Week 3 - Getting to Work

This week, we again met as a team on Tuesday to discuss our current progress. Dr. Gannon touched on her aspirations for the project, the main one being bringing public attention to the men left behind at the Olustee site, while other interns touched on their progress processing interviews and AV logs, reaching out to the community, and organizing the Google Drive used to house the project data. 

Dr. Gannon then gave me a specific task to work on - researching the men of the 8th and 35th USCT regiments to determine if they were killed in battle or recorded as MIA, all in the goal of creating a finalized list of the Union soldiers who were left behind at the Olustee site and therefore likely to be buried in the mass grave located on or near the battleground. 

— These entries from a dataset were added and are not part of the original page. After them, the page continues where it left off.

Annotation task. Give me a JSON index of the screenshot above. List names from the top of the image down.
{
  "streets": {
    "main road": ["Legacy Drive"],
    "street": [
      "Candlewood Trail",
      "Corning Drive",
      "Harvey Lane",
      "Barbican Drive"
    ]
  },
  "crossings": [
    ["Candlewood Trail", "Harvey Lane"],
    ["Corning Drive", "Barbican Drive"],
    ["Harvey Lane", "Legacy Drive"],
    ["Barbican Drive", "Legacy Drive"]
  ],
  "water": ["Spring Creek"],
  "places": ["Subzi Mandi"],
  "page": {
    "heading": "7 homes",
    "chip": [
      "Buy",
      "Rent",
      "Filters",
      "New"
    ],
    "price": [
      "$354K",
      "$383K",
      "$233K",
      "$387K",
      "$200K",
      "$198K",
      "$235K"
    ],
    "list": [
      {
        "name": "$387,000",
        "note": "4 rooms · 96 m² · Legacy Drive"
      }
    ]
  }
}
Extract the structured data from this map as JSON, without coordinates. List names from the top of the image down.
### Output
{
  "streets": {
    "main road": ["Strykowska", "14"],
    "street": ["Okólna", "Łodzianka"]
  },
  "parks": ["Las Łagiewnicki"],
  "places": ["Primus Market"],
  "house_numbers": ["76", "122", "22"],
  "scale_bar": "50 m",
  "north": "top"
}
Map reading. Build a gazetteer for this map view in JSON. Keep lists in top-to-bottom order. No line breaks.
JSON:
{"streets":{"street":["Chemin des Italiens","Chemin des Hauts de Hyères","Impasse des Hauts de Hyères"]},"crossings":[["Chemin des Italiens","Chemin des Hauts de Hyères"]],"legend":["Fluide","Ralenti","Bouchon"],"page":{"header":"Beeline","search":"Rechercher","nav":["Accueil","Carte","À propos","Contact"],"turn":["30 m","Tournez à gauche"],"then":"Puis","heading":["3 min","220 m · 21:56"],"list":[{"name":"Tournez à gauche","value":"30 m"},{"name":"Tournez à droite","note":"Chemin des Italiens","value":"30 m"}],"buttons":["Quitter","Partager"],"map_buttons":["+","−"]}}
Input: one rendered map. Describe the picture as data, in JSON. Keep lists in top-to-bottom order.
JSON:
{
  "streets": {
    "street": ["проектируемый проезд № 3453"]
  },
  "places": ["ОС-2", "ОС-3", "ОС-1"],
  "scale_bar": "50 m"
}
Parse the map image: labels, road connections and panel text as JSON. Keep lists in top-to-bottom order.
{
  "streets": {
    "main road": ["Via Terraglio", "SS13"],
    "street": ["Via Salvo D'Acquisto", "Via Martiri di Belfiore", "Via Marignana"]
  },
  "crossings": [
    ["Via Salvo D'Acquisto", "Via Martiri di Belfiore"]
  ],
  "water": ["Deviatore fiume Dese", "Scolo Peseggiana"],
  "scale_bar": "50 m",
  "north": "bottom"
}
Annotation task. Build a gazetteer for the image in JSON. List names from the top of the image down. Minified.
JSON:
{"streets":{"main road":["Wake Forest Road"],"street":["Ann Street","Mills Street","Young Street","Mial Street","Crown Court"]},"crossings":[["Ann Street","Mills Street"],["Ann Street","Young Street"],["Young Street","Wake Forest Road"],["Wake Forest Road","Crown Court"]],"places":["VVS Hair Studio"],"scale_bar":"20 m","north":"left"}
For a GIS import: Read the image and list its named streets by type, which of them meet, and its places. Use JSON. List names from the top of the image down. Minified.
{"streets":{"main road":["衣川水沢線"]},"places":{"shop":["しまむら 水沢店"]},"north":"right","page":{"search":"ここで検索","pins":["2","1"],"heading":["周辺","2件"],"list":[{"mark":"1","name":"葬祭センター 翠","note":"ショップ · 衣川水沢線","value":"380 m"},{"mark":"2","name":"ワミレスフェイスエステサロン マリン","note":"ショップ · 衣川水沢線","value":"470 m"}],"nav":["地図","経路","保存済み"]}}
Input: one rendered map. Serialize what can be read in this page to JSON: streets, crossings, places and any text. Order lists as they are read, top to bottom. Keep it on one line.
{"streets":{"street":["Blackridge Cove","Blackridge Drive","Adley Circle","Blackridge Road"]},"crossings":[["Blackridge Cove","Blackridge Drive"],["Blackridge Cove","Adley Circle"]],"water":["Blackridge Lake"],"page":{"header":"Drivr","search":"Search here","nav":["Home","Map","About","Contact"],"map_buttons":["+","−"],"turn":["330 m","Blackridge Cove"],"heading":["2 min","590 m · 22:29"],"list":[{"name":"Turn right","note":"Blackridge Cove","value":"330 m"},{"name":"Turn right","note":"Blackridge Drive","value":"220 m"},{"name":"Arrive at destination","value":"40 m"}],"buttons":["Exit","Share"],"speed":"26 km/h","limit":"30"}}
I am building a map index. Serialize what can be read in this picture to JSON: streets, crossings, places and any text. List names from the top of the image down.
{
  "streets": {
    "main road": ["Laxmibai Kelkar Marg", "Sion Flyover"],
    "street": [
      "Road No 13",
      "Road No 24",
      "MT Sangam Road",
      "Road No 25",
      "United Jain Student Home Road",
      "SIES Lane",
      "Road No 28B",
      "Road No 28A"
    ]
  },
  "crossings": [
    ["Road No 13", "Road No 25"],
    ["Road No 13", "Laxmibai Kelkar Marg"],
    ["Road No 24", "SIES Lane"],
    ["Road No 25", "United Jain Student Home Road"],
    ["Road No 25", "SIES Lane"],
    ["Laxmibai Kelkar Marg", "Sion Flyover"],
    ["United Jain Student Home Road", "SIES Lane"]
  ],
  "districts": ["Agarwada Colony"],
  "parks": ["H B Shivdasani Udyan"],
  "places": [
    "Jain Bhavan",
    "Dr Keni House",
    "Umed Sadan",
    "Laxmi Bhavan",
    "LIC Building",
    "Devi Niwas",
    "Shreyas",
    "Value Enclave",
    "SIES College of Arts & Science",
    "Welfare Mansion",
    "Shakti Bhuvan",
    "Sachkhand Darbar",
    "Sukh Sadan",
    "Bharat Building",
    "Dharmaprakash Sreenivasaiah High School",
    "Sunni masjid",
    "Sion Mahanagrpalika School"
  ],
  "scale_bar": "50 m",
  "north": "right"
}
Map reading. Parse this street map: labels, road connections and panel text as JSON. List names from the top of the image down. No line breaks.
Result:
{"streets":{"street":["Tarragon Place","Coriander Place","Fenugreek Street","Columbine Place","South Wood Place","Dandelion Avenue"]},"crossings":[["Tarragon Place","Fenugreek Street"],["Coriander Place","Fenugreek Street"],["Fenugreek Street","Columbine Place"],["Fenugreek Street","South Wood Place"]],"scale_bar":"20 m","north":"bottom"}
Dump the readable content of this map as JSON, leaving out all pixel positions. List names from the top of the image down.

To begin this task, I split the regiments with a fellow Olustee intern, Brett Nystrom, taking on the 35th regiment. With these men's names, I have been using the search feature in the shared Google Drive to locate any existing information on the men that was already gathered by previous interns. Some men have already been marked as definitively killed based on military service records, while most are recorded as likely missing. Dr. Gannon's question then is: based on available sources, were they likely left behind? This is the key question I will be answering as I continue to work. 

To accompany this question, Dr. Gannon has also assigned us the task of writing paragraph-long biographies on the soldiers, summarizing what we know, and citing the sources that tell us this information. 

As I have been working, I have had some trouble navigating the Google Drive and determining which names have already been looked at and accounted for - there are quite a few duplicate documents, so it is hard to see which one is the most updated. I plan to clarify this in the next meeting to ensure I am doing everything right! 

However, I have enjoyed this task so far, getting a glimpse into the lives of the Union soldiers' stories and the determination of their status behind the evidence left behind.